-- RECORDS SUPPLIED follows --
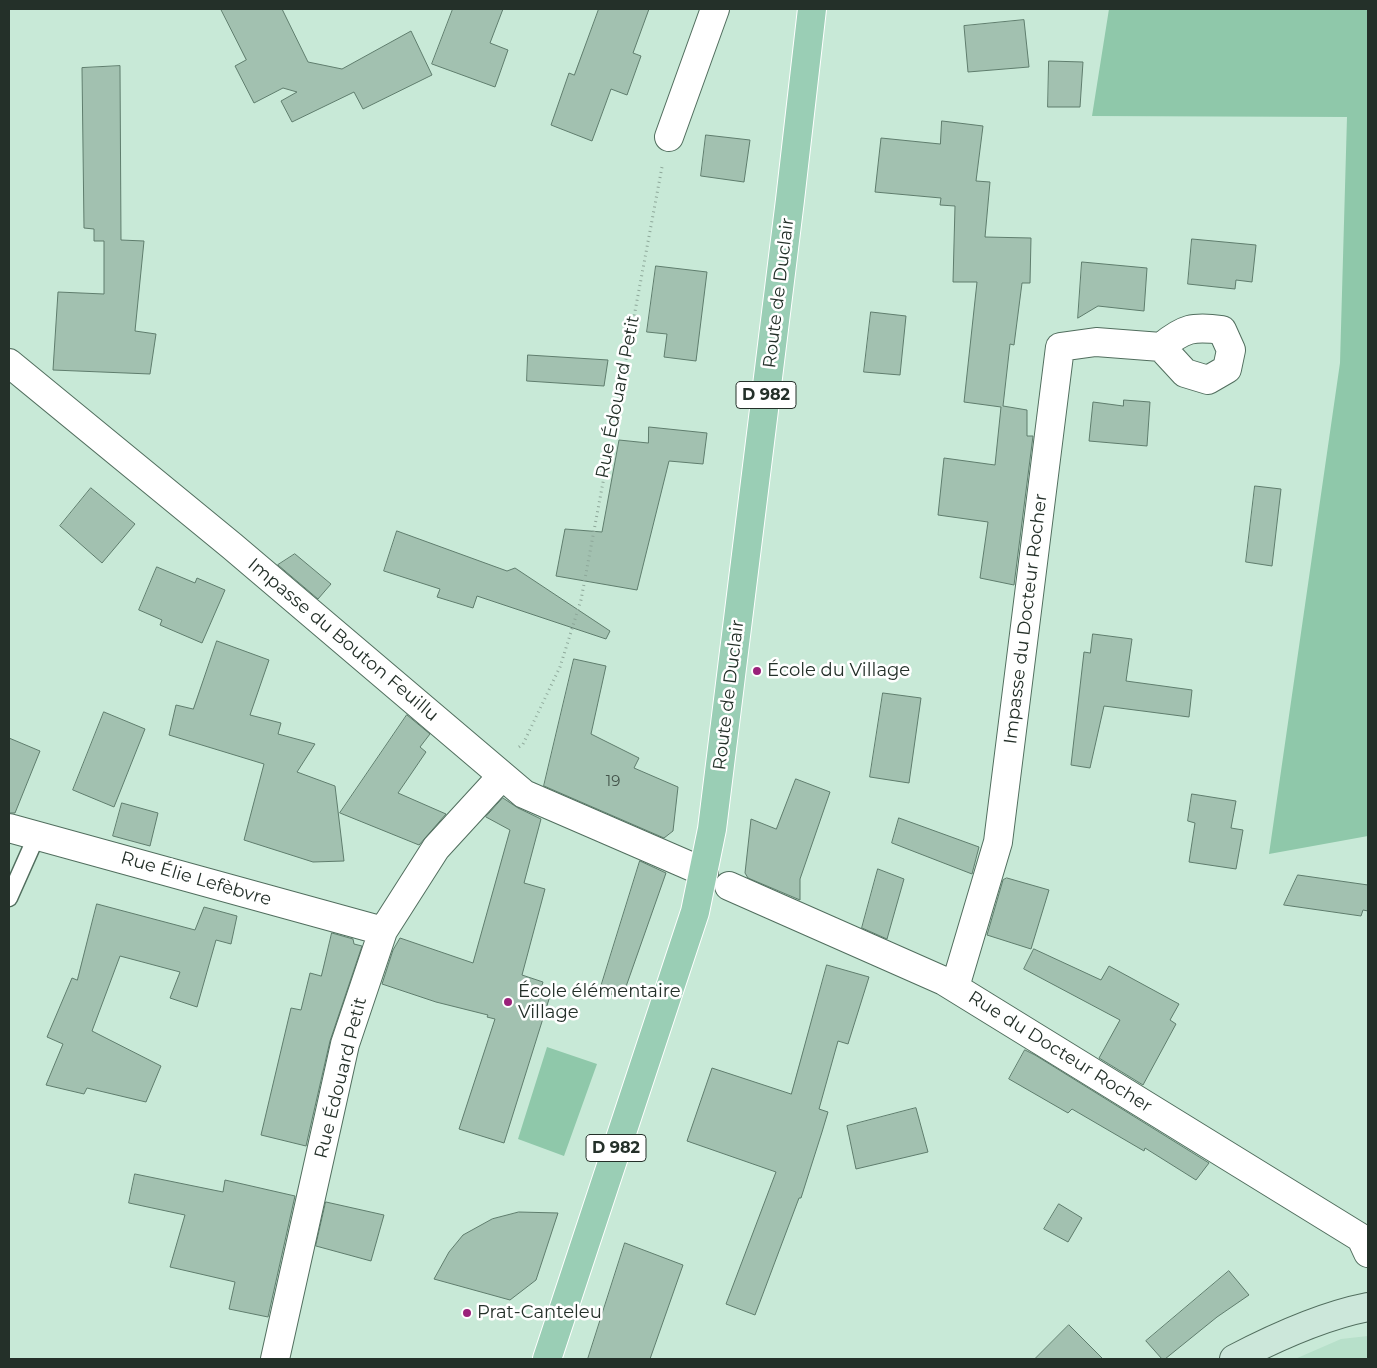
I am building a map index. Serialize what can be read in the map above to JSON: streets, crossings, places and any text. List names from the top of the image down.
{
  "streets": {
    "main road": ["Route de Duclair", "D 982"],
    "street": [
      "Rue Édouard Petit",
      "Impasse du Docteur Rocher",
      "Impasse du Bouton Feuillu",
      "Rue Élie Lefèbvre",
      "Rue du Docteur Rocher"
    ]
  },
  "crossings": [
    ["Route de Duclair", "Impasse du Bouton Feuillu"],
    ["Rue Édouard Petit", "Impasse du Bouton Feuillu"],
    ["Rue Édouard Petit", "Rue Élie Lefèbvre"],
    ["Impasse du Docteur Rocher", "Rue du Docteur Rocher"]
  ],
  "places": ["École du Village", "École élémentaire Village", "Prat-Canteleu"],
  "house_numbers": ["19"]
}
-- RECORDS SUPPLIED concluded --
_WORK REQUIRED_:
If the data includes images, omit them, and set down everything else exactly as above.

_OUTPUT OF THE TASK_:
I am building a map index. Serialize what can be read in the map above to JSON: streets, crossings, places and any text. List names from the top of the image down.
{
  "streets": {
    "main road": ["Route de Duclair", "D 982"],
    "street": [
      "Rue Édouard Petit",
      "Impasse du Docteur Rocher",
      "Impasse du Bouton Feuillu",
      "Rue Élie Lefèbvre",
      "Rue du Docteur Rocher"
    ]
  },
  "crossings": [
    ["Route de Duclair", "Impasse du Bouton Feuillu"],
    ["Rue Édouard Petit", "Impasse du Bouton Feuillu"],
    ["Rue Édouard Petit", "Rue Élie Lefèbvre"],
    ["Impasse du Docteur Rocher", "Rue du Docteur Rocher"]
  ],
  "places": ["École du Village", "École élémentaire Village", "Prat-Canteleu"],
  "house_numbers": ["19"]
}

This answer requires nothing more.